Dans les notes secrètes qui font partie de la Correspondance administrative de Louis XIV (Depping, t. 2, p. 54), on le désigne sous le titre de président de la quatrième chambre des enquêtes, et on dit de lui: «Esprit actif, inquiet, entreprenant, fougueux, vindicatif, devoué aux intérêts de M. le Prince; s'est veu l'un des chefs de la Fronde, et avec grand crédit dans le Parlement, que le dépit d'avoir esté exclu de la charge de chancelier de la reine a emporté dans l'espérance qu'il avoit de parvenir aux premières charges de l'Estat, et donnant tout à sa haute ambition; s'explique bien, a de la fermeté dans ses résolutions et de grands biens que Lambert, de l'espargne, luy a laissez ou procurez à charge, donnant selon l'intérest du party où il s'est engagé; n'a point d'enfans de sa femme, qui est une Vallée; beau-frère de M. du Boulay-Favin, parent à cause d'elle de M. de Bouteville et de madame de Chastillon, avec lesquels il a estroite liaison.»

«Il semble qu'il passoit trop avant», dit Omer Talon (Coll. Michaud, p. 274, 275); «il avoit esté toute sa vie (Retz, p. 69) un homme de plaisir et de nulle application à son mestier.» Retz, qui lui met cela sur le dos, ajoute qu'il avoit naturellement une grande timidité. En effet ces jeteurs de hauts cris ne sont pas toujours intrépides.

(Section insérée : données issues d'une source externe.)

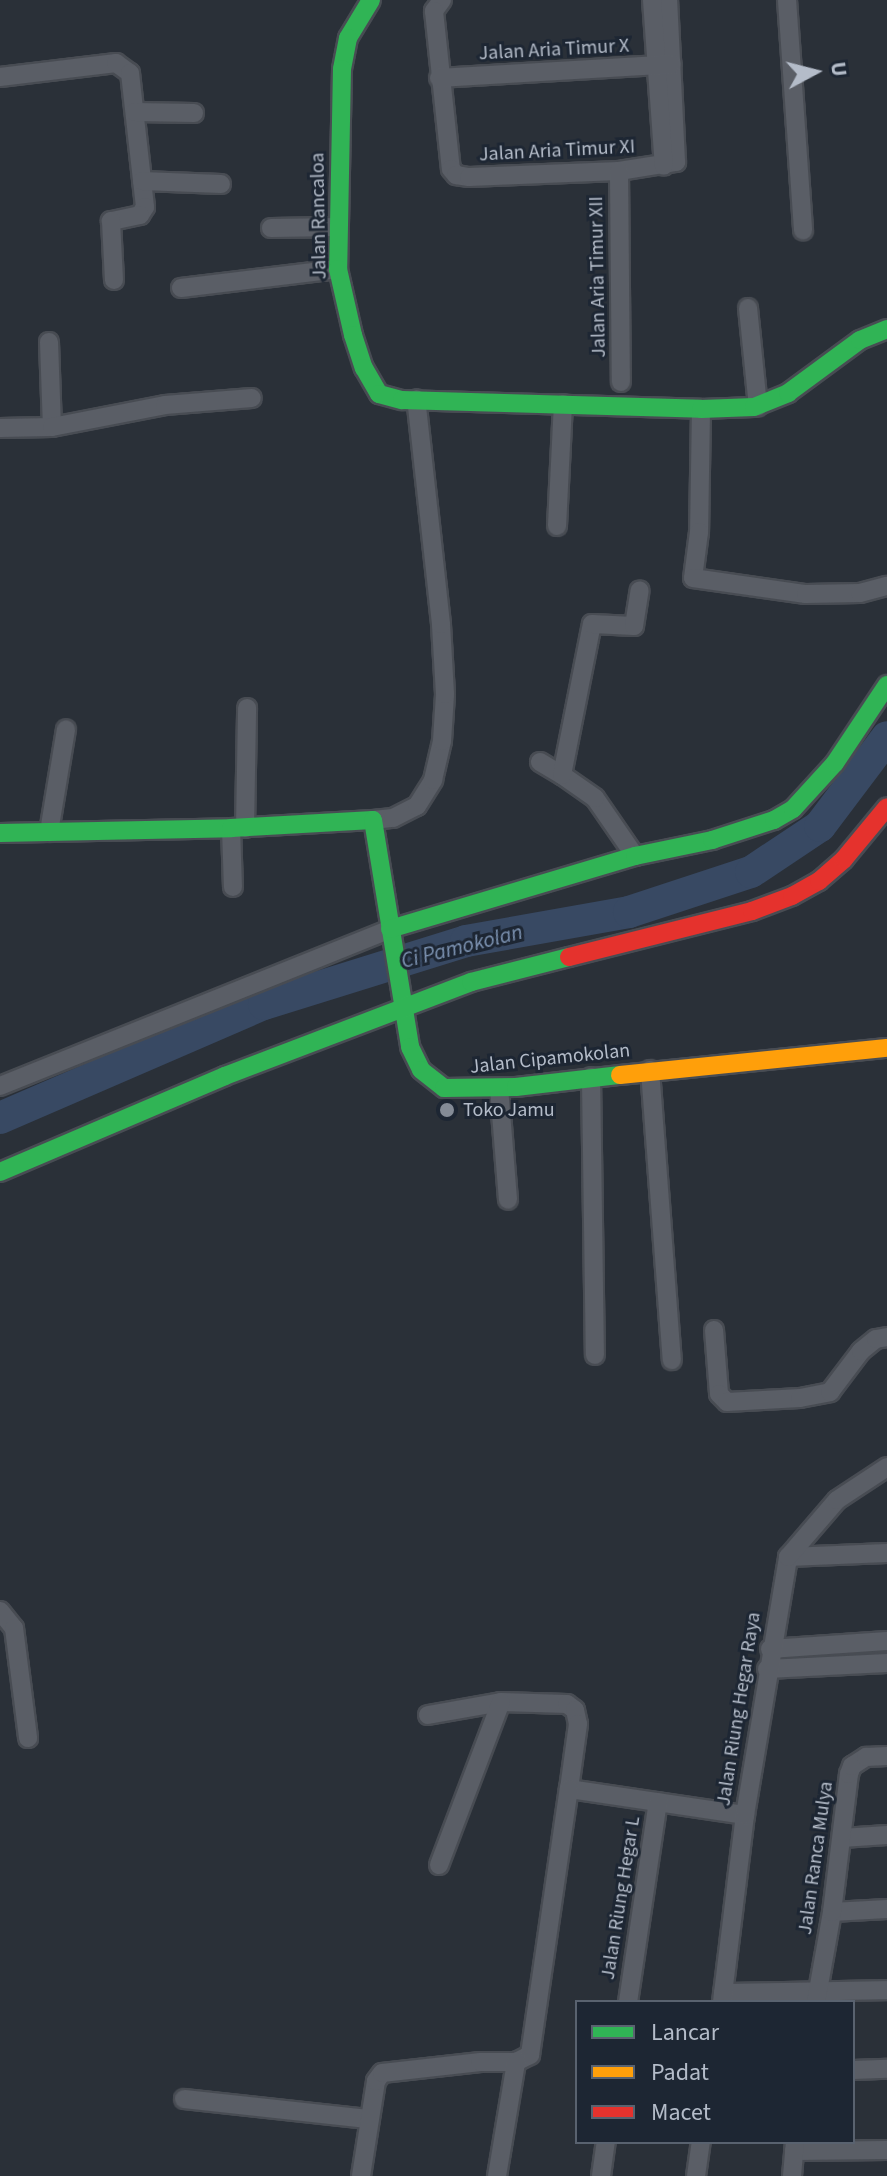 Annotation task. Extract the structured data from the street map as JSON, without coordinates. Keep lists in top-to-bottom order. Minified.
{"streets":{"street":["Jalan Aria Timur X","Jalan Aria Timur XI","Jalan Rancaloa","Jalan Aria Timur XII","Jalan Cipamokolan","Jalan Riung Hegar Raya","Jalan Ranca Mulya","Jalan Riung Hegar L"]},"crossings":[["Jalan Aria Timur X","Jalan Aria Timur XI"],["Jalan Aria Timur XI","Jalan Aria Timur XII"]],"water":["Ci Pamokolan"],"places":["Toko Jamu"],"legend":["Lancar","Padat","Macet"],"north":"right"}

Viole fut l'un des conseillers de Mademoiselle; il joua un rôle actif lors de la bataille du faubourg Saint-Antoine (Montp., t. 2, p. 267).

Dans les conditions proposées en 1651 pour la paix par Gourville (V. La Rochefoucauld, p. 477), on voit à son nom: «Permission de traiter d'une charge de président à mortier ou de secrétaire d'État, parole que ce sera la première, et une somme d'argent dès l'heure pour lui en faciliter la récompense.»

Ce qui ne fut pas accordé. Il dut aller en Hollande l'année suivante (Lenet, p. 613). Il revint bientôt; mais en 1654 il est sacrifié tout à fait. Voyez (Bibl. nat., Catalogue hist., t. 2, nº 3208) l'«arrêt de la cour du Parlement rendu toutes les chambres assemblées, le roi séant et président en icelle, contre les sieurs Viole, Le Net, le marquis de Persan, Marsin et autres adhérents du prince de Condé». (27 mars 1654.)

Les Espagnols lui payèrent la valeur de ses charges perdues (Montglat, p. 343; 1659).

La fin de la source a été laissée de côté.